EXERCISE GOAL: The data must be returned in full, with no character altered.

── SUPPLIED DATA

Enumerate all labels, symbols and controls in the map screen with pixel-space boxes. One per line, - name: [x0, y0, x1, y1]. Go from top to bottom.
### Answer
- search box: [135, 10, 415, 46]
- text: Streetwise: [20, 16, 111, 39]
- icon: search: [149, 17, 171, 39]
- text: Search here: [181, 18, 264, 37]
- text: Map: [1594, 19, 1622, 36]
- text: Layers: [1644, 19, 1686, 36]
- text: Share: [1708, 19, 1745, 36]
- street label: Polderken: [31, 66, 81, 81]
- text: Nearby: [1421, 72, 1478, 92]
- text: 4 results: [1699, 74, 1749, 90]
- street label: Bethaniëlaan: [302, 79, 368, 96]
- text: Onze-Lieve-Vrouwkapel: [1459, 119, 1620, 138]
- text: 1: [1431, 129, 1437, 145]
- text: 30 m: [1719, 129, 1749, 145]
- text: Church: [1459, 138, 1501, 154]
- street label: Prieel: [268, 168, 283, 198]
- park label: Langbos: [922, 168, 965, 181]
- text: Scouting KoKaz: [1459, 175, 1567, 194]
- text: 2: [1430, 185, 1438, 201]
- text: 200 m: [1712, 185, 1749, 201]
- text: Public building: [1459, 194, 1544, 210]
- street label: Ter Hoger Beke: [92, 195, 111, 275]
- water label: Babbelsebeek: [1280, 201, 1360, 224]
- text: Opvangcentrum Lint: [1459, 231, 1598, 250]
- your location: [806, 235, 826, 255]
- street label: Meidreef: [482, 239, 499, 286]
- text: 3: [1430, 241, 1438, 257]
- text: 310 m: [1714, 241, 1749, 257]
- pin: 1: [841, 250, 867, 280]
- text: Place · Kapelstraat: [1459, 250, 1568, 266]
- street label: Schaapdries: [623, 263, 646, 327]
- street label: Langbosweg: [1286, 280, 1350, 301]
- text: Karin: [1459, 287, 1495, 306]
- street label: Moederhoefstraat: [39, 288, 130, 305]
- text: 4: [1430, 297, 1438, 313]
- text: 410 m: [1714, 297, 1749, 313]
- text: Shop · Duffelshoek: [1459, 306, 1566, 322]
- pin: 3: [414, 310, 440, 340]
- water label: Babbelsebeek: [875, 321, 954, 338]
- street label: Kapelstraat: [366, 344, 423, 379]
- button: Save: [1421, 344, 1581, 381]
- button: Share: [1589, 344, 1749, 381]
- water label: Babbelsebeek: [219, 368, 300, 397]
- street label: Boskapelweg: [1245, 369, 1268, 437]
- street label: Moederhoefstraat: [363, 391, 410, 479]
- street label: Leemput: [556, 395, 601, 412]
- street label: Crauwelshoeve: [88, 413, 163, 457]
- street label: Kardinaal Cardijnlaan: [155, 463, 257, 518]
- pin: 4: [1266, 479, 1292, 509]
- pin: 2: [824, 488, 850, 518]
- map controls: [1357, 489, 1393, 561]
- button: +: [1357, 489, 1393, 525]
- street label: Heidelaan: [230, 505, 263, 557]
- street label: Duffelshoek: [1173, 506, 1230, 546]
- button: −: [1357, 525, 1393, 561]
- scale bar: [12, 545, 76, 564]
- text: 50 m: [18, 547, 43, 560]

────

RESULT OF THE TASK:
Enumerate all labels, symbols and controls in the map screen with pixel-space boxes. One per line, - name: [x0, y0, x1, y1]. Go from top to bottom.
### Answer
- search box: [135, 10, 415, 46]
- text: Streetwise: [20, 16, 111, 39]
- icon: search: [149, 17, 171, 39]
- text: Search here: [181, 18, 264, 37]
- text: Map: [1594, 19, 1622, 36]
- text: Layers: [1644, 19, 1686, 36]
- text: Share: [1708, 19, 1745, 36]
- street label: Polderken: [31, 66, 81, 81]
- text: Nearby: [1421, 72, 1478, 92]
- text: 4 results: [1699, 74, 1749, 90]
- street label: Bethaniëlaan: [302, 79, 368, 96]
- text: Onze-Lieve-Vrouwkapel: [1459, 119, 1620, 138]
- text: 1: [1431, 129, 1437, 145]
- text: 30 m: [1719, 129, 1749, 145]
- text: Church: [1459, 138, 1501, 154]
- street label: Prieel: [268, 168, 283, 198]
- park label: Langbos: [922, 168, 965, 181]
- text: Scouting KoKaz: [1459, 175, 1567, 194]
- text: 2: [1430, 185, 1438, 201]
- text: 200 m: [1712, 185, 1749, 201]
- text: Public building: [1459, 194, 1544, 210]
- street label: Ter Hoger Beke: [92, 195, 111, 275]
- water label: Babbelsebeek: [1280, 201, 1360, 224]
- text: Opvangcentrum Lint: [1459, 231, 1598, 250]
- your location: [806, 235, 826, 255]
- street label: Meidreef: [482, 239, 499, 286]
- text: 3: [1430, 241, 1438, 257]
- text: 310 m: [1714, 241, 1749, 257]
- pin: 1: [841, 250, 867, 280]
- text: Place · Kapelstraat: [1459, 250, 1568, 266]
- street label: Schaapdries: [623, 263, 646, 327]
- street label: Langbosweg: [1286, 280, 1350, 301]
- text: Karin: [1459, 287, 1495, 306]
- street label: Moederhoefstraat: [39, 288, 130, 305]
- text: 4: [1430, 297, 1438, 313]
- text: 410 m: [1714, 297, 1749, 313]
- text: Shop · Duffelshoek: [1459, 306, 1566, 322]
- pin: 3: [414, 310, 440, 340]
- water label: Babbelsebeek: [875, 321, 954, 338]
- street label: Kapelstraat: [366, 344, 423, 379]
- button: Save: [1421, 344, 1581, 381]
- button: Share: [1589, 344, 1749, 381]
- water label: Babbelsebeek: [219, 368, 300, 397]
- street label: Boskapelweg: [1245, 369, 1268, 437]
- street label: Moederhoefstraat: [363, 391, 410, 479]
- street label: Leemput: [556, 395, 601, 412]
- street label: Crauwelshoeve: [88, 413, 163, 457]
- street label: Kardinaal Cardijnlaan: [155, 463, 257, 518]
- pin: 4: [1266, 479, 1292, 509]
- pin: 2: [824, 488, 850, 518]
- map controls: [1357, 489, 1393, 561]
- button: +: [1357, 489, 1393, 525]
- street label: Heidelaan: [230, 505, 263, 557]
- street label: Duffelshoek: [1173, 506, 1230, 546]
- button: −: [1357, 525, 1393, 561]
- scale bar: [12, 545, 76, 564]
- text: 50 m: [18, 547, 43, 560]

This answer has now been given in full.